Mar.20, 2014

During his recent visit to Israel, the United Kingdom Prime Minister, Mr. David Cameron presented a 3D printed diplomatic gift to the President of Israel, Mr. Shimon Peres, in recognition of pioneering research between the Hadassah-Hebrew University Medical Centre and the University of Nottingham.

The gift was a 3D printed sculpture that represents the tiny particles common to the brain research being conducted at both universities.

Scientists at the University of Nottingham have developed revolutionary nano-sized particles that can facilitate the growth of cells, while Hadassah-Hebrew University Medical Centre has pioneered research into Parkinson's disease for several years. Working closely together, scientists from these two academic establishments are now developing a technology that is designed to deliver these new cells into the brain to aid the treatment of Parkinson's disease.

The 3D printed sculpture was designed by British designer, Daniel Hilldrup, and UK service bureau, IPF, who were invited by the British Council to create a model using 3D printing technology.

The model was 3D printed on an Objet Connex Multi-material 3D Printer. Deceptively simple on the surface, there are actually a dozen different black rubber-like nano-particles suspended in a clear transparent material. Uniquely, both base materials were mixed together to create 12 other material properties and greyscales to demonstrate the variation in nano particles.

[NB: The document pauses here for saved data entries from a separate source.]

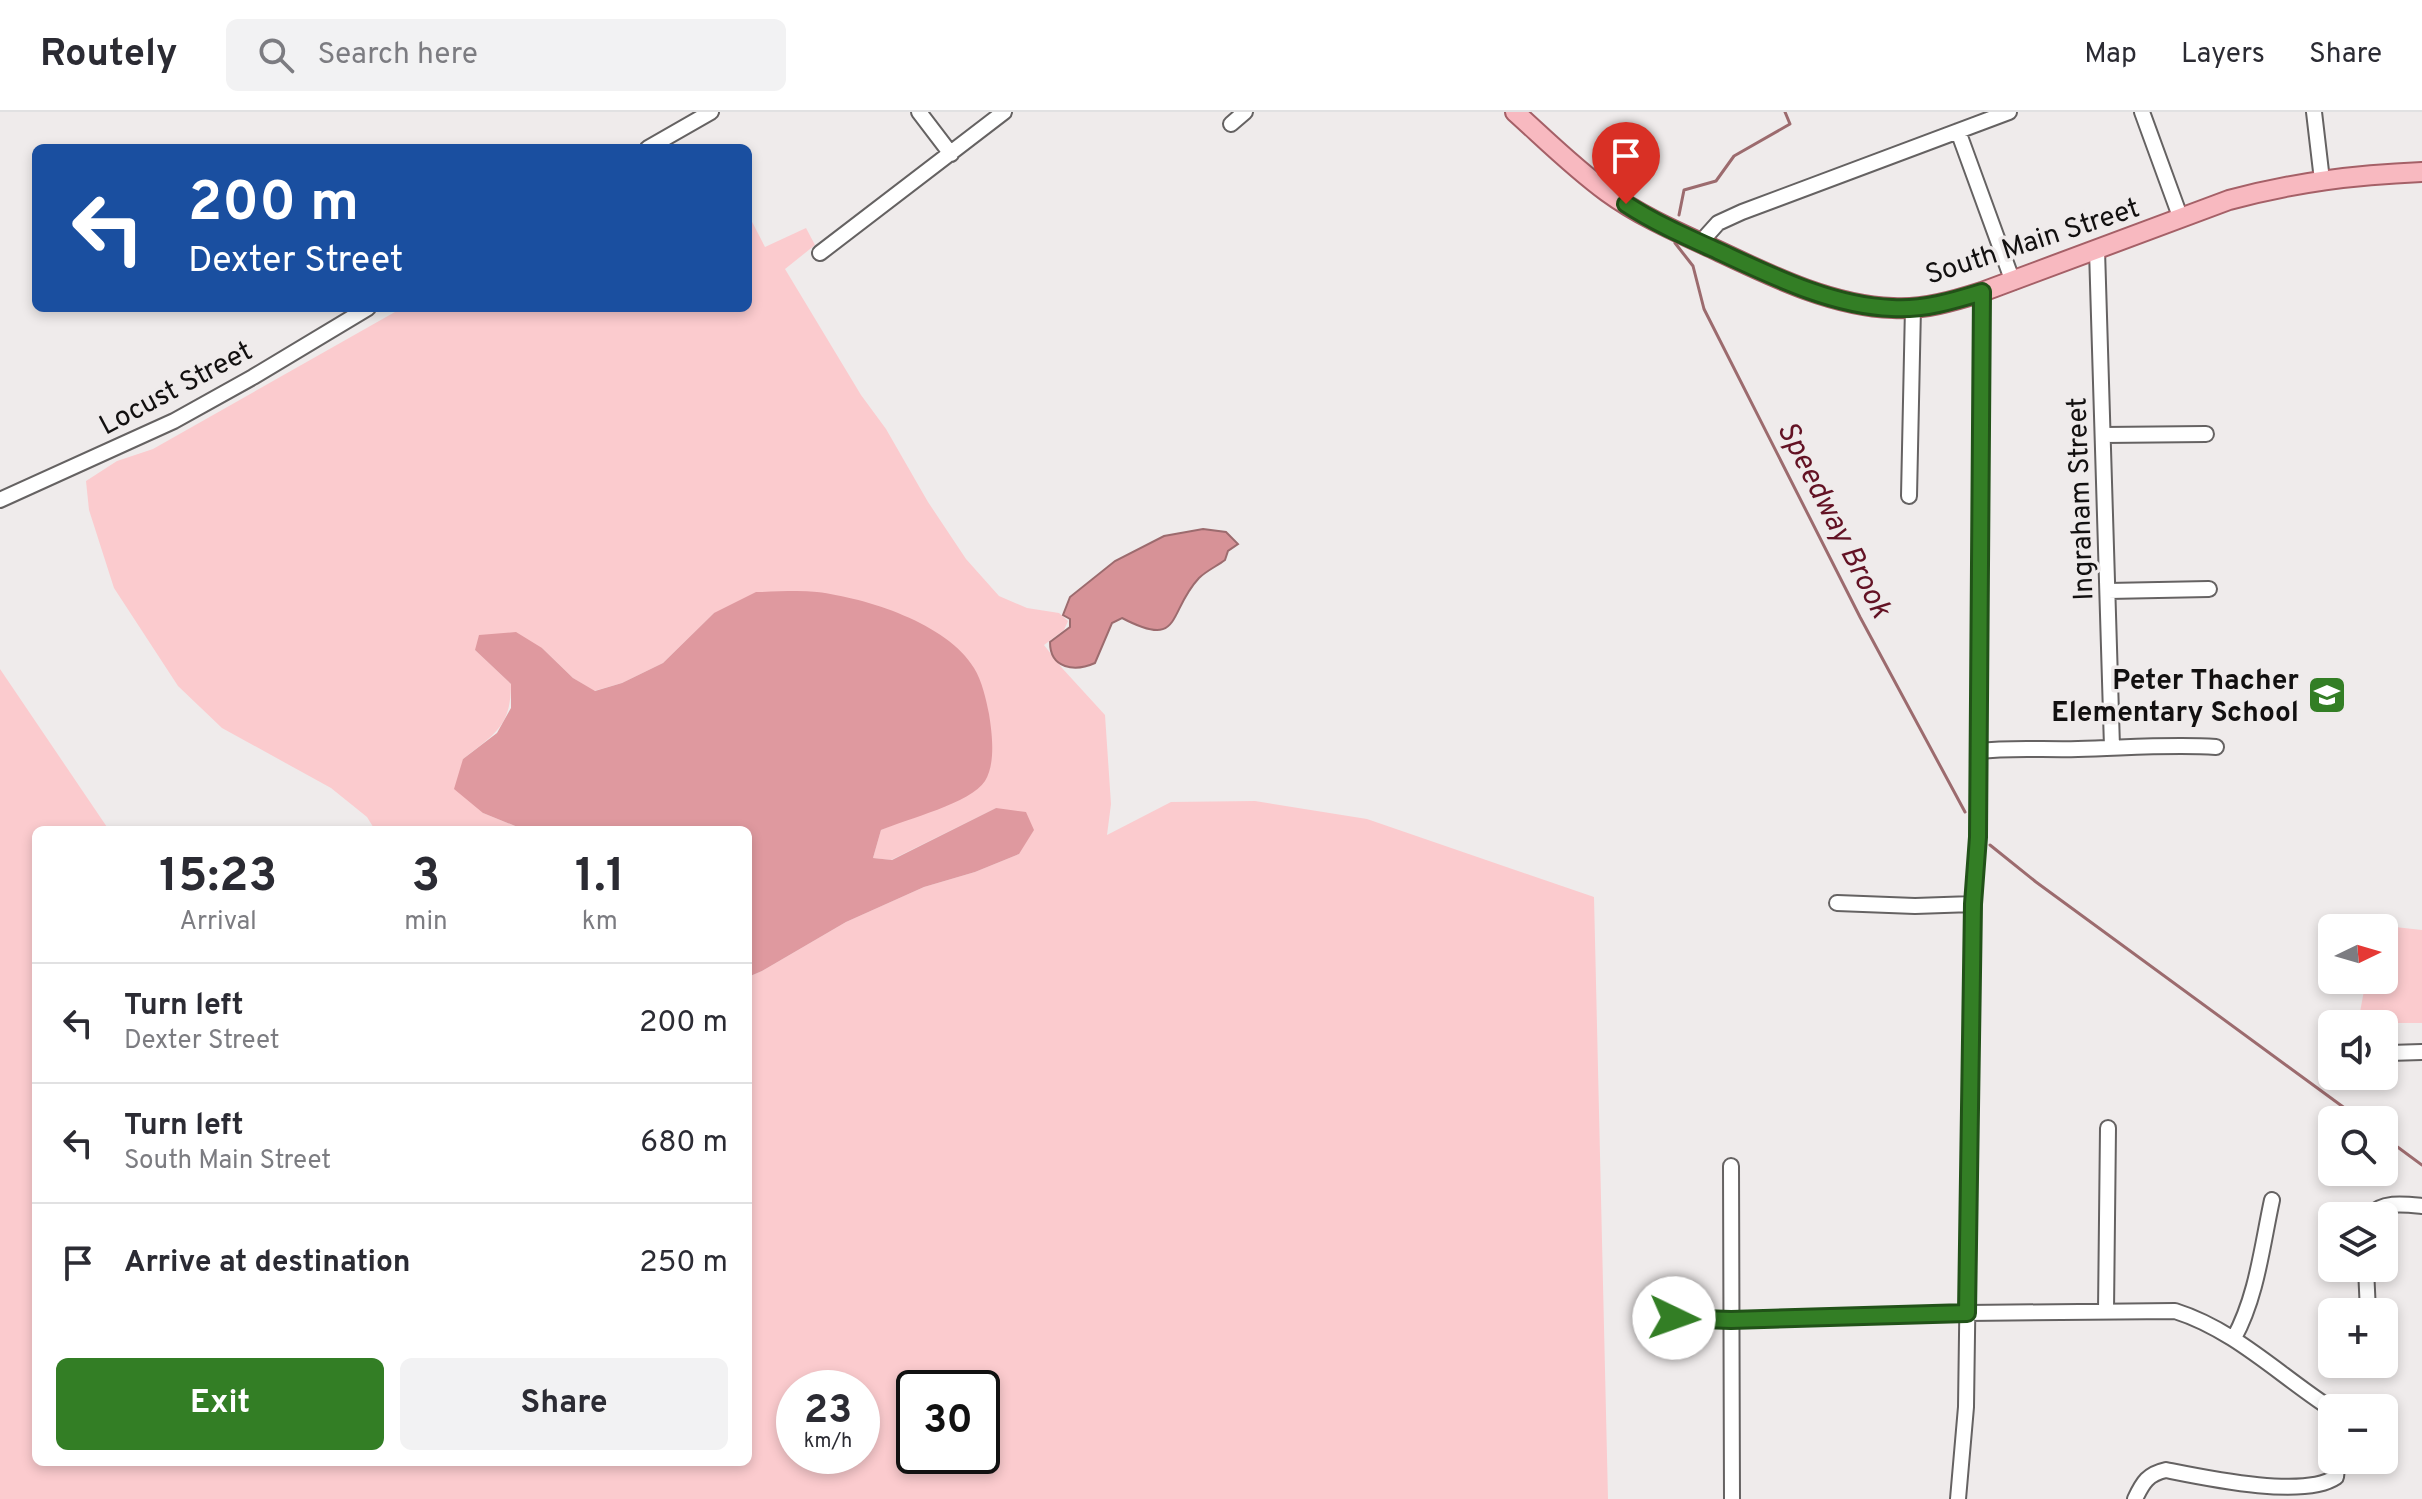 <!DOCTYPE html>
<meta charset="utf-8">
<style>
:root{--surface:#fff;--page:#f2f2f3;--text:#2b2b33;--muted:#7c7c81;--line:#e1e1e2;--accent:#337e25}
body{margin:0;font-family:Overpass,sans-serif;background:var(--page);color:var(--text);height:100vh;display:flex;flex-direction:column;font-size:30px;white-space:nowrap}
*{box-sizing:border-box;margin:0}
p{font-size:26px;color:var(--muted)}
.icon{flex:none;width:44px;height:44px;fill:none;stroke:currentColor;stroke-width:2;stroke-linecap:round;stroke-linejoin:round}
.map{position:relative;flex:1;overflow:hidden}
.drawer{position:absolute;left:32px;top:714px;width:720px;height:640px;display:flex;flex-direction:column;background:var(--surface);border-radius:12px;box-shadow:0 4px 12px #0003}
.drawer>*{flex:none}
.banner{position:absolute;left:32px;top:32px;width:720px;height:168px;border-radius:12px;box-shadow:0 4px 12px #0003;background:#1a4fa0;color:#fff;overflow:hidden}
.needle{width:52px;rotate:85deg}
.fabs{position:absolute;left:2318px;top:802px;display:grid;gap:16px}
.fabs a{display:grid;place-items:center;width:80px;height:80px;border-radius:12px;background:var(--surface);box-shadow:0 4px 12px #0003;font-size:40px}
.speed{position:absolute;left:776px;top:1258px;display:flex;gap:16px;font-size:40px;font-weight:700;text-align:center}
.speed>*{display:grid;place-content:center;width:104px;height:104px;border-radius:50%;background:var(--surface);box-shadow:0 4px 12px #0003;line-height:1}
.speed small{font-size:20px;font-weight:400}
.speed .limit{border:4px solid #111;border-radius:12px;background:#fff;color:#111}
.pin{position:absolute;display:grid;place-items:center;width:68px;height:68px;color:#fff;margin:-82px -34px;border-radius:50% 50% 50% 0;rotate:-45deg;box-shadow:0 0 8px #0007}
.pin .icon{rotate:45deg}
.me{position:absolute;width:88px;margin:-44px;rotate:93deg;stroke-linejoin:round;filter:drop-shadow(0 0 6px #0008)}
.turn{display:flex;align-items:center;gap:28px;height:168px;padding:0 24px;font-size:36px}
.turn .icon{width:104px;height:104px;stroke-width:2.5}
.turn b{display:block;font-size:56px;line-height:68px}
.eta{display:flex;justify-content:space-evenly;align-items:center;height:136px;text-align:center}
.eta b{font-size:48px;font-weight:700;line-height:56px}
.primary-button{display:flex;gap:16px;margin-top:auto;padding:16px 24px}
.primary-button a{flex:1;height:92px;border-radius:12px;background:var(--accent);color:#fff;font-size:32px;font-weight:700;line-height:92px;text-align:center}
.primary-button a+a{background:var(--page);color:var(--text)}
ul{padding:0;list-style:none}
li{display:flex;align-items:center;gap:24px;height:120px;padding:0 24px;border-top:2px solid var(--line)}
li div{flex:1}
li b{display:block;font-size:30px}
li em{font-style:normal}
header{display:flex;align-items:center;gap:48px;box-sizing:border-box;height:112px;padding:0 40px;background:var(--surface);border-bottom:2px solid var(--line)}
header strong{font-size:38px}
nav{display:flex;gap:44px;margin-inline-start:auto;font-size:28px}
.search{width:560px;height:72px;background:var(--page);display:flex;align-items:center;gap:20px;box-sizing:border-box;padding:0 28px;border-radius:12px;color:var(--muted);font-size:30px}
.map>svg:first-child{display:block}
</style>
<header>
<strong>Routely</strong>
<div class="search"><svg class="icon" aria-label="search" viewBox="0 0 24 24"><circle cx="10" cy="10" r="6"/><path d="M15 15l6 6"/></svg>Search here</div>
<nav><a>Map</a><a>Layers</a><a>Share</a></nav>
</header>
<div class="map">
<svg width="2422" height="1387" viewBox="0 0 2422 1387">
<rect width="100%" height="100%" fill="#efebeb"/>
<!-- green -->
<path fill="#fbcbce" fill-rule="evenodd" d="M 748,102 L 765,135 L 806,116 L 815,133 L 785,157 L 861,283 L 886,317 L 928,390 L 966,447 L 999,484 L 1027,496 L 1059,501 L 1068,509 L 1064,518 L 1044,533 L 1062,556 L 1105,603 L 1111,692 L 1107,723 L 1171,690 L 1255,689 L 1367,707 L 1594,785 L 1608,1387 L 0,1387 L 0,557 L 109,718 L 36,718 L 36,1350 L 748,1350 L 748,865 L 762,859 L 846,810 L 924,775 L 975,760 L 1019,742 L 996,696 L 891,748 L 873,746 L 881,718 L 915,704 L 714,501 L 663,551 L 622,571 L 594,579 L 573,566 L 542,536 L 475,538 L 511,572 C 511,615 494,622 463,647 L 483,701 L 525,718 L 375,718 L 367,705 L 331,676 L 222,616 L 178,574 L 114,476 L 89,398 L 86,369 L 117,349 L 153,337 L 402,196 L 748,196 ZM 794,1276 L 862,1276 L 862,1344 L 794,1344 ZM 914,1276 L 982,1276 L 982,1344 L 914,1344 Z
M 2395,815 L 2422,818 L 2422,911 L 2395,911 L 2360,900 L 2366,868 L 2384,868 L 2384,823 Z"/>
<!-- forest -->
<path fill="#df999f" d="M 756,480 C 776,480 797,478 817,480 C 866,486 947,511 974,556 C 982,569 986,587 989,602 C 992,621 996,651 985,669 C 971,691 907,707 881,718 L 873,746 L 892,748 L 996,696 L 1026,700 L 1034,718 L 1019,742 L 975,760 L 924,775 L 846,810 L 762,859 L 748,865 L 748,718 L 525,718 L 483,701 L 454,677 L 463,647 L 497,621 L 511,596 L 511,572 L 475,538 L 479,523 L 516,520 L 542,536 L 573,566 L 595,579 L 622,571 L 663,551 L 714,501 Z"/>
<!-- water -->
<path fill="#d79297" stroke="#9c6b6e" stroke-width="2" d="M 1203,417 L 1226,420 L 1238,432 L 1228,439 L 1225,448 C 1217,454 1206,459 1199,466 C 1167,500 1183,538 1122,506 L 1112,511 L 1095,551 C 1075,560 1050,557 1050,530 L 1070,515 L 1070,507 L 1063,503 L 1070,485 L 1115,449 L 1164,424 Z"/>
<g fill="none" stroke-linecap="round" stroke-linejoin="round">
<!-- stream -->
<path stroke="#9c6b6e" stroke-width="3" d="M 1679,103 L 1684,78 L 1716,69 L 1734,44 L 1790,12 L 1785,0
M 1675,131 L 1693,154 L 1704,197 L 1860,505 L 1965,700
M 1990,733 L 2036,770 L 2361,1008
M 2384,1025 L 2422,1053"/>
<defs>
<path id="minor" d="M 919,0 L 951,42
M 2142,0 L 2181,107
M 2314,0 L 2322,68
M 1231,12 L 1245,0
M 1958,19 L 2013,170
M 648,36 L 711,0
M 1700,131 L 1718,111 L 1742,100 L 2009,0
M 2097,138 L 2112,635
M 820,141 L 1004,0
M 2104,323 L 2206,322
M 1909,384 L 1913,195
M 0,388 L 174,309 L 253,265 L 368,196
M 2108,479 L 2209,477
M 1979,639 C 2012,635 2045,638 2078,637 C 2124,636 2170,632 2216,635
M 1837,791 L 1915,794 L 1973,792
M 2389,941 L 2422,940
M 1731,1054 L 1732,1387
M 2369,1104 C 2382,1089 2404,1092 2422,1094
M 2366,1156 L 2368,1200
M 2106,1199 L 2108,1016
M 1674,1206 L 1731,1208 L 1967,1201 L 2175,1199 C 2232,1217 2275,1259 2324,1292 L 2332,1302
M 2234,1226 C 2257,1184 2262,1134 2272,1088
M 2370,1252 L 2370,1256
M 1958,1387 L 1966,1295 L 1973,792 L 1978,725 L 1982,180
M 2135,1387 C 2143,1370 2148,1362 2166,1358 C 2206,1366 2304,1387 2336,1365 L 2338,1348"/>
<path id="major" d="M 1515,0 C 1545,27 1574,56 1607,80 C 1640,104 1677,120 1714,137 C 1769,163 1831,194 1893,196 C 1923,198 1954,189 1982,180 L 2229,88 C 2297,70 2353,63 2422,60"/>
</defs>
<!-- minor casing -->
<use href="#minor" stroke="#656262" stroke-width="18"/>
<!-- major casing -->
<use href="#major" stroke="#a56067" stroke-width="22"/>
<!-- minor -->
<use href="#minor" stroke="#fff" stroke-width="14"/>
<!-- major -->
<use href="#major" stroke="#f8b9c0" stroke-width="18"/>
</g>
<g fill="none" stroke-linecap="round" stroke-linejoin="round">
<defs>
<path id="route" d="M 1626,92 C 1655,111 1687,125 1718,139 C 1772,164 1832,194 1892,196 C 1923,198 1953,189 1982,180 L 1978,725 L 1973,792 L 1967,1201 L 1731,1208 L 1674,1206"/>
</defs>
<!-- route casing -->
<use href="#route" stroke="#215218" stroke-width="20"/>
<!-- route -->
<use href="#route" stroke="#337e25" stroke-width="14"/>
</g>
<!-- icons -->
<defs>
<symbol id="school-square" viewBox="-11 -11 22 22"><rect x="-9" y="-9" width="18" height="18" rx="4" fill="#337e25" stroke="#efebeb"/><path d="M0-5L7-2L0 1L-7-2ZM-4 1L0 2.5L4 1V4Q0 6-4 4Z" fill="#fff"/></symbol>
</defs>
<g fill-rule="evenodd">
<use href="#school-square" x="2305" y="561" width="44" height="44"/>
</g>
<g text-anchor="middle" stroke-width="7" stroke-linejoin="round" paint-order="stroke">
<!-- street labels -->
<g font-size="28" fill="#121010" stroke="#efebeb">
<text transform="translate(2032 128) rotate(-18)" y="10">South Main Street</text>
<text transform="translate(175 275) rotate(-28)" y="10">Locust Street</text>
<text transform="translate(2079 387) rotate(-92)" y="10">Ingraham Street</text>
</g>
<!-- poi labels -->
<g font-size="28" font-weight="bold" fill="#121010" stroke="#efebeb" text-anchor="end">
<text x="2299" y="577">Peter Thacher<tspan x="2299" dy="32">Elementary School</tspan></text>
</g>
<!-- water labels -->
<g font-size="30" font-style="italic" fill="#631224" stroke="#efebeb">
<text transform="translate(1835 407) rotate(63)" y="10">Speedway Brook</text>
</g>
</g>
</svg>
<div class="fabs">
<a><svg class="needle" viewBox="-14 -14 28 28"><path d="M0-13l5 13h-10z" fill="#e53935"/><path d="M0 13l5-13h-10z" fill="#7c7c81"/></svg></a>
<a><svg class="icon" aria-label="sound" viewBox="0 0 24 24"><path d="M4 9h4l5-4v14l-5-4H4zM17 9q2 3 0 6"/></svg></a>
<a><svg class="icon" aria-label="search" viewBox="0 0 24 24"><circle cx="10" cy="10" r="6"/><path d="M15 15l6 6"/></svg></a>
<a><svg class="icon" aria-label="layers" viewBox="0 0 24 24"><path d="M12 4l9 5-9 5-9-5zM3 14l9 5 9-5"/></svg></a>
<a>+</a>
<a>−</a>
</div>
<div class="speed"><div>23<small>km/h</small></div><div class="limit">30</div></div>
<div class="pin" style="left:1626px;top:92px;background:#d93025"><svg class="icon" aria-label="arrive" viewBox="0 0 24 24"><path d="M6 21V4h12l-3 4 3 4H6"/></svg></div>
<svg class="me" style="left:1674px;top:1206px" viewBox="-20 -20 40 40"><circle r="19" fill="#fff"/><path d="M0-13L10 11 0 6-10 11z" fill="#337e25"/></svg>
<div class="banner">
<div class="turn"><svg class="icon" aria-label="left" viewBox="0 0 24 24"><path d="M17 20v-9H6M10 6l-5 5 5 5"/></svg><div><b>200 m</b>Dexter Street</div></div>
</div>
<section class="drawer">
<div class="eta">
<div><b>15:23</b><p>Arrival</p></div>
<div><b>3</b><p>min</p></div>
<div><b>1.1</b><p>km</p></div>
</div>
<ul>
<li><svg class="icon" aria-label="left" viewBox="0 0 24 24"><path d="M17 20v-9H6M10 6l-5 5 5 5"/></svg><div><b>Turn left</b><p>Dexter Street</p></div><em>200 m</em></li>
<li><svg class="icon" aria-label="left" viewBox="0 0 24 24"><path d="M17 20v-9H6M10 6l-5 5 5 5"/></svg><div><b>Turn left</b><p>South Main Street</p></div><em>680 m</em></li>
<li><svg class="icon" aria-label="arrive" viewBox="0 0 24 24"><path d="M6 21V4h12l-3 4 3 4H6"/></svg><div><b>Arrive at destination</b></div><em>250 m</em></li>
</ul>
<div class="primary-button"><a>Exit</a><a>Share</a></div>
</section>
</div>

With the unique Connex 3D printing technology these materials are combined in a single printed part along with the transparent material housing them.

To create a piece this complex, Hilldrup worked with 3D printing expert Gary Miller at IPF in Essex. "For a long time in 3D printing, we were limited by the use of only one material at a time when producing a model." Hildrup said. "Multi-material 3D printing changed everything – it frees you up conceptually to manufacture things that you previously could not visualise. It's really satisfying when you design something and when it's actually produced, it is true to the initial vision."

Miller added: "Like a ship in a bottle, producing a material inside another is just not possible using traditional manufacturing methods. In fact, no other 3D printing technology can print this combination of materials with a clear transparent material and the black. The results were amazing, especially given the fact the whole piece was produced overnight."